Basso Beatriz
Beatriz Basso, Neonatology Service, School of Medical Sciences, National University of Cordoba, 5000 Cordoba, Argentina.
World J Exp Med. 2013 Feb 20;3(1):1-10. doi: 10.5493/wjem.v3.i1.1.
Trypanosoma cruzi (T. cruzi), the etiological agent of Chagas disease, affects nearly 18 million people in Latin America and 90 million are at risk of infection. The parasite presents two stages of medical importance in the host, the amastigote, intracellular replicating form, and the extracellular trypomastigote, the infective form. Thus infection by T. cruzi induces a complex immune response that involves effectors and regulatory mechanisms. That is why control of the infection requires a strong humoral and cellular immune response; hence, the outcome of host-parasite interaction in the early stages of infection is extremely important. A critical event during this period of the infection is innate immune response, in which the macrophage's role is vital. Thus, after being phagocytized, the parasite is able to develop intracellularly; however, during later periods, these cells induce its elimination by means of toxic metabolites. In turn, as the infection progresses, adaptive immune response mechanisms are triggered through the TH1 and TH2 responses. Finally, T. cruzi, like other protozoa such as Leishmania and Toxoplasma, have numerous evasive mechanisms to the immune response that make it possible to spread around the host. In our Laboratory we have developed a vaccination model in mice with Trypanosoma rangeli, nonpathogenic to humans, which modulates the immune response to infection by T. cruzi, thus protecting them. Vaccinated animals showed an important innate response (modulation of NO and other metabolites, cytokines, activation of macrophages), a strong adaptive cellular response and significant increase in specific antibodies. The modulation caused early elimination of the parasites, low parasitaemia, the absence of histological lesions and high survival rates. Even though progress has been made in the knowledge of some of these mechanisms, new studies must be conducted which could target further prophylactic and therapeutic trials against T. cruzi infection.
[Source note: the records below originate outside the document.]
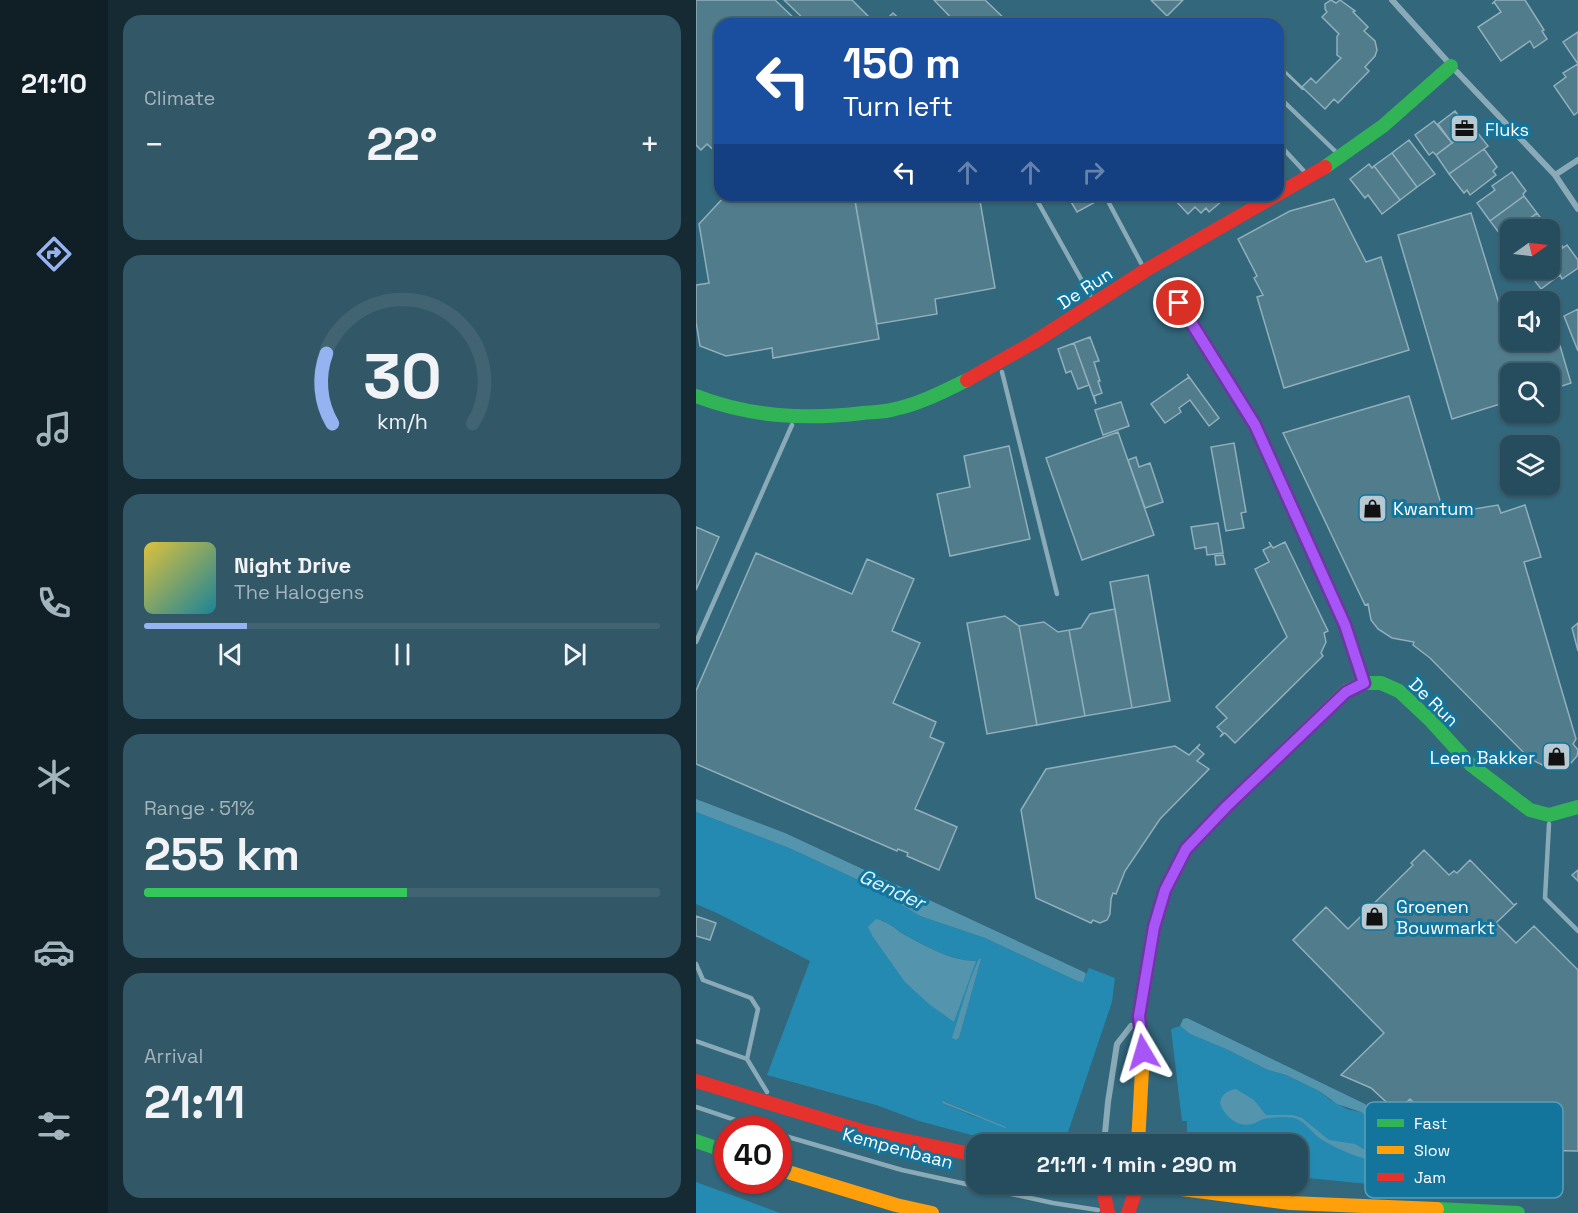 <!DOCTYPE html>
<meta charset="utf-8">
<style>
:root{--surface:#264d5d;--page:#325766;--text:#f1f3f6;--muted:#a4b4bc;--line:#426472;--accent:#95b2f1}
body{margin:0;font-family:"Space Grotesk",sans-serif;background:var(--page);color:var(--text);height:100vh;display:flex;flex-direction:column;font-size:22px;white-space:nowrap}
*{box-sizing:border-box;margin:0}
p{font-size:20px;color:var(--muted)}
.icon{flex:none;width:33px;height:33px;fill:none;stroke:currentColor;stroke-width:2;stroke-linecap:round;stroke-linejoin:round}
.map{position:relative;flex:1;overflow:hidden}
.side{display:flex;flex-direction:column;gap:15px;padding:15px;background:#152a33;width:588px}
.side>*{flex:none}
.top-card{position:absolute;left:18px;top:18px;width:570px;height:183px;border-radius:18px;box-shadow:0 2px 4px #0004,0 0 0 2px var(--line);background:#1a4fa0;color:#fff;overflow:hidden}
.needle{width:39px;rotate:76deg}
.buttons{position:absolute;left:804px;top:219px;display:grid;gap:12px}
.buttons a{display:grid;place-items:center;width:60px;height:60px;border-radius:12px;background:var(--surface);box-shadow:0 2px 4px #0004,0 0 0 2px var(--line);font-size:30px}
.speed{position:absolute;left:18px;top:1116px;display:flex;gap:12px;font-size:30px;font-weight:700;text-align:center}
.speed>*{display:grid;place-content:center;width:78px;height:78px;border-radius:50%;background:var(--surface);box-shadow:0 2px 4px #0004,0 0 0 2px var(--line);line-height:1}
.speed .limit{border:9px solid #d22;background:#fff;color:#111}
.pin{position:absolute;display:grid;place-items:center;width:51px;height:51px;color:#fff;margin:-26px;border:3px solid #fff;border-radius:50%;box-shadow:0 2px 6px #0007}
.me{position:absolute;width:66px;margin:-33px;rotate:353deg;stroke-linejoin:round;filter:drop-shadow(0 0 4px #0008)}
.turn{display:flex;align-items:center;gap:21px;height:126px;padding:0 30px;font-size:27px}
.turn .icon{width:78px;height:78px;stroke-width:2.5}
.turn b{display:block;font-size:42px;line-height:51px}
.lanes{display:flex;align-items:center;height:57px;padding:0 30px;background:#0003;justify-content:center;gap:30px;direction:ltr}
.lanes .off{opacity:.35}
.big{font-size:45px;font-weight:700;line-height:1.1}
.side .widget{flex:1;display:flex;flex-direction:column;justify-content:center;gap:9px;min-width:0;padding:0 21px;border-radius:18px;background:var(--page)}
.side .dial{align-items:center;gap:0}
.dial svg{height:156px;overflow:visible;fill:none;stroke:var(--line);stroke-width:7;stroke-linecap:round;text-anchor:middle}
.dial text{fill:var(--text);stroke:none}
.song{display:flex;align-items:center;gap:18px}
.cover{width:72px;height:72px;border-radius:9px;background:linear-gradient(135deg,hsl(50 70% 55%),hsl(190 70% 35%))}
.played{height:6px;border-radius:3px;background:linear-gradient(90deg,var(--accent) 20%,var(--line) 20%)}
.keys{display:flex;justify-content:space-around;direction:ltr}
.heat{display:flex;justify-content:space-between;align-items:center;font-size:33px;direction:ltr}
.charge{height:9px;border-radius:4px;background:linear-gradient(90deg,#34c759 51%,var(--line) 0)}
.trip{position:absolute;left:270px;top:1134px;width:342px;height:60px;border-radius:18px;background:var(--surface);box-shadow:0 2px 4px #0004,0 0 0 2px var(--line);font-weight:700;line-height:60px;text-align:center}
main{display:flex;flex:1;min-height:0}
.tabs{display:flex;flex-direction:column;width:108px;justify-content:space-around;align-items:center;background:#0f1f25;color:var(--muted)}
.tabs .icon{width:42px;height:42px}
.tabs .selected{color:var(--accent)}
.tabs b{font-size:27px;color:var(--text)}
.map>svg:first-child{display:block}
</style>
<main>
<nav class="tabs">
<b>21:10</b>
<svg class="icon selected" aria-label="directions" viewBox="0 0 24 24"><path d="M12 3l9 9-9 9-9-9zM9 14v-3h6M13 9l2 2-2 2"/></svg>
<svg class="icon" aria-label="music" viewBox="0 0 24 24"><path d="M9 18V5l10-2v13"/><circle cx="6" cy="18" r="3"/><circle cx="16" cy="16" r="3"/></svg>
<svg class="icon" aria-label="phone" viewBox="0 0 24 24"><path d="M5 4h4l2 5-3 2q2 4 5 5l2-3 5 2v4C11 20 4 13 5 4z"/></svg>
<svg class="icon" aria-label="climate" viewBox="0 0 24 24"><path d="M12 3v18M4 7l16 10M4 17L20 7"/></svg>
<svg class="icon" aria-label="car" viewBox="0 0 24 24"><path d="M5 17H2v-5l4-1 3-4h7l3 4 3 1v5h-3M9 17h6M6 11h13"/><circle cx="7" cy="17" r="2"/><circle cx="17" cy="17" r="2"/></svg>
<svg class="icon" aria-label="filters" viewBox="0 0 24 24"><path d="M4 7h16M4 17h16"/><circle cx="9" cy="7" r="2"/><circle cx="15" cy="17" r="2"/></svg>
</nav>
<section class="side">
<div class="widget"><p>Climate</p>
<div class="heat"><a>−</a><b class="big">22°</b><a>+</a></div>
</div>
<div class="widget dial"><svg viewBox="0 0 100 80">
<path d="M14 69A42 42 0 1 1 86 69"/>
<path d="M14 69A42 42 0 0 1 11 33" stroke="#95b2f1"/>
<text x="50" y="56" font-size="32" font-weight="700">30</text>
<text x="50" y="72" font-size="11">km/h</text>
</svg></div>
<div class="widget">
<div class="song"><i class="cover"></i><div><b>Night Drive</b><p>The Halogens</p></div></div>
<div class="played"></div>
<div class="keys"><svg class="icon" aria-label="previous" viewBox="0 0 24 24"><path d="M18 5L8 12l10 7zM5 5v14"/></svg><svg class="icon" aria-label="pause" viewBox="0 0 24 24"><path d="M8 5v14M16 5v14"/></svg><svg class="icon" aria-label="next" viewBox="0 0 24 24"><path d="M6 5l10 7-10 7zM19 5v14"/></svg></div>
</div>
<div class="widget"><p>Range · 51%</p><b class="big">255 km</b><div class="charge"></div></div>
<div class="widget"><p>Arrival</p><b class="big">21:11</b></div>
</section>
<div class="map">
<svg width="882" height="1213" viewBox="0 0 882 1213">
<rect width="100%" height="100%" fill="#32677c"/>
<path fill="#248ab1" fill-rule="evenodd" d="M0 812 93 848 171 884 224 916 289 938 381 981H387L393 968 419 978 416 1002 368 1144H309L223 1121 180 1105 71 1075 114 961 23 914 0 904ZM186 920C213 938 247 959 279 961L258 1022 191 955 177 937ZM283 958 285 959 263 1038 257 1040 274 980ZM248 1101 309 1127 277 1116 246 1103Z
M484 1026 494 1034 530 1049 572 1070 590 1075 623 1091 633 1099 651 1109 665 1112 677 1120 718 1154 733 1164 732 1190 602 1177V1144H491V1121H486L475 1029Z
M0 1182 84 1213H0Z"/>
<path fill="#5594ad" d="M0 799 89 833 388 972 390 974 387 982 381 981 289 938 224 916 171 884 93 848 0 812Z
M180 919C191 921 199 929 209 935 229 946 256 961 280 961L258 1022 233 1004 209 982 177 937 172 927Z
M283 958 285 959 263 1038 259 1040 256 1038 274 980Z
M491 1018 669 1104 735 1154 738 1157 733 1164 718 1154 677 1120 665 1112 641 1104 623 1091 590 1075 572 1070 530 1049 494 1034 484 1026 487 1019Z
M540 1089 558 1100 570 1115H597L606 1118 633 1140 659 1144 686 1160C670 1163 636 1147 622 1137 615 1131 609 1122 601 1119 592 1116 578 1117 568 1119 564 1120 560 1123 556 1124 542 1128 528 1116 524 1103 525 1095 532 1090 540 1089Z
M247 1101 310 1127 309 1128 246 1103Z"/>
<path fill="#517c8c" stroke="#91afbb" stroke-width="1.5" d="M0 0H79L104 24H24V156L11 144 5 150 0 145Z
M88 0H156L180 24H113Z
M238 0H289L314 24H261Z
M455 0H487L471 16Z
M635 0 640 3 644 0 659 11 657 12 672 27 668 31 679 41 681 50 679 56 669 67 673 71 642 103 638 99 629 109 606 87 615 78 620 83 645 58 641 55V36L643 34 626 17 631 12 629 9V4Z
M800 0H829L848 30 846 31 851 39 838 48 834 41 805 61 782 27 805 12 798 2 796 4Z
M197 13 209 24H186Z
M882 32V112L878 115 858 86 870 77 867 73 882 64 867 42Z
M582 64 607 88 606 89 582 66Z
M759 111 773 130 756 143 742 124Z
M738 121 756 143 740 155 737 152 733 155 719 135Z
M777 127 792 146 753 174 740 155Z
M713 140 739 174 721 187 696 153Z
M788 149 801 167 797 171 800 175 774 195 771 190 768 193 753 174Z
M696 153 721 187 704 200 678 166Z
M673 164 676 168 678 166 704 200 686 214 672 195 669 198 654 179Z
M816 172 830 191 827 194 828 196 794 221 781 203 799 190 796 186Z
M30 195H158L183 339 77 358 76 348 30 356 4 346 0 322V285L13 283 3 224Z
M158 195H283L299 288 239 299 241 314 181 324Z
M371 195H412L381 212Z
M482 195H486L491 200 495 195H533L513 212 510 208 505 213 499 207 492 214 478 199Z
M828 196 841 213 819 230H814V233L807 238 794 221Z
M638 199 670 262 685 257 713 350 588 388 561 297 567 295 558 278 561 276 542 239 594 211Z
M775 213 809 323 814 321V340H854V312L875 383 854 390V374H814V401L756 419 702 235Z
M841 213 853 230H819L822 227Z
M854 230 867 247 854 257Z
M814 233V249L807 238Z
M871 245 882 260V268L866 279 864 275 845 289 833 273 839 268H854V257Z
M882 309V351L868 316Z
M394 337 403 361 398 362 404 381H402L406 393 398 396 400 404 378 343Z
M378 343 393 385 382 389 375 371 370 373 362 349Z
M491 374 523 418 513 426 494 400 483 408 485 412 469 423 455 404 493 377Z
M713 396 748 514 802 505 805 513 829 505 845 557 828 562 880 739 877 744 882 750 881 756 875 763H865L864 768H862L851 767 834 759 734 658 717 645 718 642 696 638 682 629 675 620 672 604 669 605 587 433Z
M425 402 433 426 407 435 399 410Z
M422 432 458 535 386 560 350 458Z
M538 443 550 512 545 513 548 528 530 531 515 447Z
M313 446 334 539 254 556 241 494 274 487 268 456Z
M440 457 443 467 454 463 467 502 449 508 432 460Z
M522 523 527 553 511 555 510 547 499 549 495 527Z
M0 527 23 537 0 590Z
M573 542 577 548 589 542 632 631 628 633 630 642 625 653 627 656 539 743 529 733 524 737 527 733 521 727 531 718 520 707 591 637 559 569 573 562 567 550 575 546Z
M60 553 156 594 171 559 218 579 196 631 224 643 197 703 240 722 234 737 248 743 219 809 261 827 243 870 211 856 212 853 202 849 201 851 0 764V691Z
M527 555 529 564 520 565 519 556Z
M452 575 474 701 436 708 414 582Z
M419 609 436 708 389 716 373 630 385 628 394 614Z
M309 616 323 626 341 725 291 734 271 623Z
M348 622 362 632 373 630 389 716 341 725 323 626Z
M882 623V651L876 628Z
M504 744 501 748 508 754 501 761 513 769 464 819 429 871 420 894 417 893 415 899 414 914 411 920 404 923 397 920 395 923 340 898 325 810 350 769 479 746 493 755Z
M728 850 753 875 758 871 761 873 774 860 818 905 821 903 800 923 820 943 838 926 882 970V1151L763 1149 714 1099 701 1112 675 1088 645 1075 688 1033 597 940 630 907 652 929 717 865 715 863Z
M882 870V881L876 875Z
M0 916 20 923 14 940 0 936Z
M271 1165 280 1168V1172L270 1170Z"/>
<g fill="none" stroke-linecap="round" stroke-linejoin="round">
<path stroke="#8aaab7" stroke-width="4.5" d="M582 96 639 151
M582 143 607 170
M338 195 394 295
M413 203 445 263
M483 303 559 425 649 625 665 676
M306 372 361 594
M0 642 96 425
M853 824 849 898 882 931
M0 964 7 980 55 998 62 1009 51 1059
M0 1041 51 1059 71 1092
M0 1107 69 1130
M82 1134 206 1170 357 1203 402 1210"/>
<path stroke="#8aaab7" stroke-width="6" d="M696 0 752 62
M761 72 859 175 882 209
M859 175 882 160
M408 1144 412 1102 421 1044 435 1026"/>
<path stroke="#30b455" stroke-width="14" d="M629 167 687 126 755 66
M0 396C55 417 109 420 167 413 178 412 189 412 199 409 224 404 248 391 271 380
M482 865 490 849 531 806 650 691 668 683H685L703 691 735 721 775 765 834 810 853 815 882 807
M0 1141 32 1152
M741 1209 822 1213"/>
<path stroke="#ff9f0a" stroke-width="14" d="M442 1144 447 1051 443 1016 458 927 469 890 482 865
M82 1169 200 1205 236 1213
M447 1184 594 1203 741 1209"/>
<path stroke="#e5322d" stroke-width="14" d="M271 380 338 342 450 270 629 167
M0 1081 169 1132 280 1155
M406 1184 412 1213
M432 1213 442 1184"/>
</g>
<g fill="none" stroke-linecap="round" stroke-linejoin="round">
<defs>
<path id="route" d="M447 1052 443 1016 458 927 469 890 490 849 531 806 650 692 668 683 649 625 559 425 483 303"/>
</defs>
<use href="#route" stroke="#6d37a1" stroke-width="15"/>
<use href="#route" stroke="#a855f7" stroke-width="10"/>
</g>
<defs>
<symbol id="office-square" viewBox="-11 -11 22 22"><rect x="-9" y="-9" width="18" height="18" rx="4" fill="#b7cad1" stroke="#13749c"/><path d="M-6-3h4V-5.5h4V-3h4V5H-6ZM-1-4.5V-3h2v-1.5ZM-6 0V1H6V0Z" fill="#111"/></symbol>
<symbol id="shop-square" viewBox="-11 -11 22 22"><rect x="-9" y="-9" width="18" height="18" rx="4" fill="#b7cad1" stroke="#13749c"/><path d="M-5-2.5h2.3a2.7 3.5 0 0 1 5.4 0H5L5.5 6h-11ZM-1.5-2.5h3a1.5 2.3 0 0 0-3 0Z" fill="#111"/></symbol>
</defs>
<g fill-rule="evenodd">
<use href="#office-square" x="752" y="112" width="33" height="33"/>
<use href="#shop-square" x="660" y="492" width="33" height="33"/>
<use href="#shop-square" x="844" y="740" width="33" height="33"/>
<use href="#shop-square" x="662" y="900" width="33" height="33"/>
</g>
<g text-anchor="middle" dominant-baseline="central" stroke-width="6" stroke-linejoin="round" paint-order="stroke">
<g font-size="18" fill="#fff" stroke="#13749c" text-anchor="start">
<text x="789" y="129">Fluks</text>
<text x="697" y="508">Kwantum</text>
<text x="839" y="757" text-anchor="end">Leen Bakker</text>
<text x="700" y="906">Groenen<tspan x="700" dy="21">Bouwmarkt</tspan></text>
</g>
<g font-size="18" fill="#fff" stroke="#13749c">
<text transform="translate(389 288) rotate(-33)">De Run</text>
<text transform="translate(738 702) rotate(44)">De Run</text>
<text transform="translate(202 1148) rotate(15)">Kempenbaan</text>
</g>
<g font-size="20" font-style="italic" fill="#daf3fc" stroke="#13749c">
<text transform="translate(196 889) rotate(25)">Gender</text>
</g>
</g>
<rect x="669" y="1102" width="198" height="96" rx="9" fill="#13749c" stroke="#5a9eba" stroke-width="1.5"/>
<rect x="681" y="1119" width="27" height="8" fill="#30b455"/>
<rect x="681" y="1146" width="27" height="8" fill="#ff9f0a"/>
<rect x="681" y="1173" width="27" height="8" fill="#e5322d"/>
<g font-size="16" fill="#fff">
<text x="718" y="1129">Fast</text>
<text x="718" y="1156">Slow</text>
<text x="718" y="1183">Jam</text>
</g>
</svg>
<div class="buttons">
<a><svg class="needle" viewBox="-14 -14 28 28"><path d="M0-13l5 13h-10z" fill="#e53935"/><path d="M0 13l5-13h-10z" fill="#a4b4bc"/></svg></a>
<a><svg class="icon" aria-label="sound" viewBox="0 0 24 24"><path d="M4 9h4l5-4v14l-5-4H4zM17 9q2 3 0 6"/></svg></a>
<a><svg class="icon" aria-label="search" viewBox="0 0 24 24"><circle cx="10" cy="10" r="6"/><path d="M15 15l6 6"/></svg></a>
<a><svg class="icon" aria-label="layers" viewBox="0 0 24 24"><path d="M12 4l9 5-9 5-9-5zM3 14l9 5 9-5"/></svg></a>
</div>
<div class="speed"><div class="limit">40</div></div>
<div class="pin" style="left:483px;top:303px;background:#d93025"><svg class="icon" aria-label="arrive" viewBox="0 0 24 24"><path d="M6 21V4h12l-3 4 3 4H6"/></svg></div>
<svg class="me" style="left:447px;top:1052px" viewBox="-20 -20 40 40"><path d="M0-17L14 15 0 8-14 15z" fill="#a855f7" stroke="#fff" stroke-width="4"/></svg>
<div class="trip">21:11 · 1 min · 290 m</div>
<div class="top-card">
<div class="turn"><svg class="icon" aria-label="left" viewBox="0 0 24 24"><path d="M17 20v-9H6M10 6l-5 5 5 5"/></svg><div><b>150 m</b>Turn left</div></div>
<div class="lanes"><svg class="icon" aria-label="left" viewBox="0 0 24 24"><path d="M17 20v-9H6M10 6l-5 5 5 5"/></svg><svg class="icon off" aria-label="ahead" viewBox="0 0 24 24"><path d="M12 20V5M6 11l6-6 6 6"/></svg><svg class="icon off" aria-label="ahead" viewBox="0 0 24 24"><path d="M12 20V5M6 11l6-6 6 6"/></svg><svg class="icon off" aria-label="right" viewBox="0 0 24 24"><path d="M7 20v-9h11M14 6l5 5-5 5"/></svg></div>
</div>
</div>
</main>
克氏锥虫是恰加斯病的病原体,在拉丁美洲感染了近1800万人,另有9000万人面临感染风险。该寄生虫在宿主体内呈现出两个具有医学重要性的阶段,即无鞭毛体(细胞内复制形式)和细胞外锥鞭毛体(感染形式)。因此,克氏锥虫感染会引发复杂的免疫反应,涉及效应器和调节机制。这就是为什么控制感染需要强大的体液免疫和细胞免疫反应;因此,宿主与寄生虫在感染早期相互作用的结果极为重要。感染期间的一个关键事件是先天性免疫反应,其中巨噬细胞的作用至关重要。因此,寄生虫被吞噬后能够在细胞内发育;然而,在后期,这些细胞会通过有毒代谢产物诱导其被清除。反过来,随着感染的进展,适应性免疫反应机制通过TH1和TH2反应被触发。最后,克氏锥虫与利什曼原虫和弓形虫等其他原生动物一样,有许多逃避免疫反应的机制,使其能够在宿主体内传播。在我们实验室,我们用对人类无致病性的兰氏锥虫在小鼠中开发了一种疫苗接种模型,该模型可调节对克氏锥虫感染的免疫反应,从而保护小鼠。接种疫苗的动物表现出重要的先天性反应(一氧化氮和其他代谢产物、细胞因子的调节,巨噬细胞的激活)、强烈的适应性细胞反应以及特异性抗体的显著增加。这种调节导致寄生虫早期清除、低寄生虫血症、无组织学损伤和高存活率。尽管在了解其中一些机制方面取得了进展,但仍必须进行新的研究,这些研究可能针对针对克氏锥虫感染的进一步预防和治疗试验。